Валёк дожевал булку, допил какао, внимательно осмотрел донышко стакана, подобрал с блюдца булкины крошки.

– Не, – уверенно сказал он. – Дома хуже. Там ни булок, ни какао.

– А что? – спросил Миша Букашечкин.

– Иногда макароны. Иногда старый хлеб, – перечислил Валёк Цифринович, – а вообще – объедки всякие, если мать с отцом не доели и обрякли.

– Чего сделали? – не понял Гарюха.

– Не доели и обрякли, – повторил Валёк и расшифровал: – Опились вусмерть и забыли, чего не доели.

– Не может быть! – выдохнуло сразу несколько голосов.

– У нас тоже туго с едой приходилось, – признал Денис, – но мама всегда старалась, чтоб я сытым ходил.

– И моя!

– И моя тоже!

– Да у всех, – подытожил Гарюха, оглядев своих подопечных.

– А чего вас из семьи изъяли? – озадаченно поинтересовался Певунец.

– А били нас, – охотно поделился Валёк, – в школу не водили, не одевали, не кормили толком. Из соседей кто помогал – вот поп один, отец Григорий, а ещё бабка одна, Раиса, и тётка Зульфия, а так и всё. Кто-то из них и написал в органы опеки. Скорее, баба Рая. А, может, ещё кто. Не знаю. Здесь-то, говорят, всегда кормят, одёжку дают, в школе учат. Я буду здорово учиться, чтоб нормальные деньги зарабатывать. Заработаю – буду помогать тем, кто мне помогал, и таким, как мы с Кирой.

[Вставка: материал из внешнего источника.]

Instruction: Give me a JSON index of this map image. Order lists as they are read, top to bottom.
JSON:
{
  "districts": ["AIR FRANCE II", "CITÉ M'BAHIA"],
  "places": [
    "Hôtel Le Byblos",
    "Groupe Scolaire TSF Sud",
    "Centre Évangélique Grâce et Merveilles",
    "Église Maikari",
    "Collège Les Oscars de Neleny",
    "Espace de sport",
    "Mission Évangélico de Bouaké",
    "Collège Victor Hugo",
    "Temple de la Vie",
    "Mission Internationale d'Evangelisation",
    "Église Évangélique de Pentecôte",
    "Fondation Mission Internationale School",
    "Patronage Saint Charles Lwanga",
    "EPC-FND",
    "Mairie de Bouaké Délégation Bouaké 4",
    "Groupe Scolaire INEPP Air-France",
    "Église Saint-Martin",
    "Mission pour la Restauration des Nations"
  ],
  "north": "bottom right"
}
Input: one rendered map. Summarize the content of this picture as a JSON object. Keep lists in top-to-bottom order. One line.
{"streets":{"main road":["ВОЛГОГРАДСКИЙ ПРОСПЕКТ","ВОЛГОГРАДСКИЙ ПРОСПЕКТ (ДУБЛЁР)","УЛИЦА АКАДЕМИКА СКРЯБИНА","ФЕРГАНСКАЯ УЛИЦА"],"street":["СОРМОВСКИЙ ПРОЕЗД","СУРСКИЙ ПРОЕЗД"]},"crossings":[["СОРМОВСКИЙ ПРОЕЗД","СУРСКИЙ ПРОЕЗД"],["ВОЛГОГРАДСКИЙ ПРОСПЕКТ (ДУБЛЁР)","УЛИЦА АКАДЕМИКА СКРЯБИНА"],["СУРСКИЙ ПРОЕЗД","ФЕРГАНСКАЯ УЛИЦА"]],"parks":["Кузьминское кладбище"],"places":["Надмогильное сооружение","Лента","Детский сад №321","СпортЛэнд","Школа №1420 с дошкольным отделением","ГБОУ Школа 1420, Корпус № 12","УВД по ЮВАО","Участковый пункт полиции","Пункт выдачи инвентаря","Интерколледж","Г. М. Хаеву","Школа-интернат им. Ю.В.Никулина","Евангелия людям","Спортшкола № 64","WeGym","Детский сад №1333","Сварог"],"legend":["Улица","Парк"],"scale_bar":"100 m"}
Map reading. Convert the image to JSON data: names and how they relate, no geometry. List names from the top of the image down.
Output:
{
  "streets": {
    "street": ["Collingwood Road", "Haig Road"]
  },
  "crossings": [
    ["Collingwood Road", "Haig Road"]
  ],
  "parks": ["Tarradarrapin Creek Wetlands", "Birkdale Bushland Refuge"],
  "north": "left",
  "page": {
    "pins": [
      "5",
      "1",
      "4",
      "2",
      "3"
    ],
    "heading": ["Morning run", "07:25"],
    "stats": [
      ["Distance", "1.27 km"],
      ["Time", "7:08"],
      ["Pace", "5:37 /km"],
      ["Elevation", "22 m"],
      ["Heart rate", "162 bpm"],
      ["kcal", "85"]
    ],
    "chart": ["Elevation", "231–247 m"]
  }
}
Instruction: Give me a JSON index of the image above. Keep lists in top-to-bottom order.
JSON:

– Эй, трескотня, хватит базлать! – ворвался в Валькин монолог грубоватый презрительный бас «старшака» Хамрака.

Валёк и Ванёк вжались в стулья. Внутри Дениса спокойное море, едва плескавшееся с утра, закипело и вырвалось брызгающейся волной.

– Отвянь, Хамрак,– бросил он, вставая. – Тебя что, звали?

Влад Хамракулов, прищурившись, пожевал во рту язык.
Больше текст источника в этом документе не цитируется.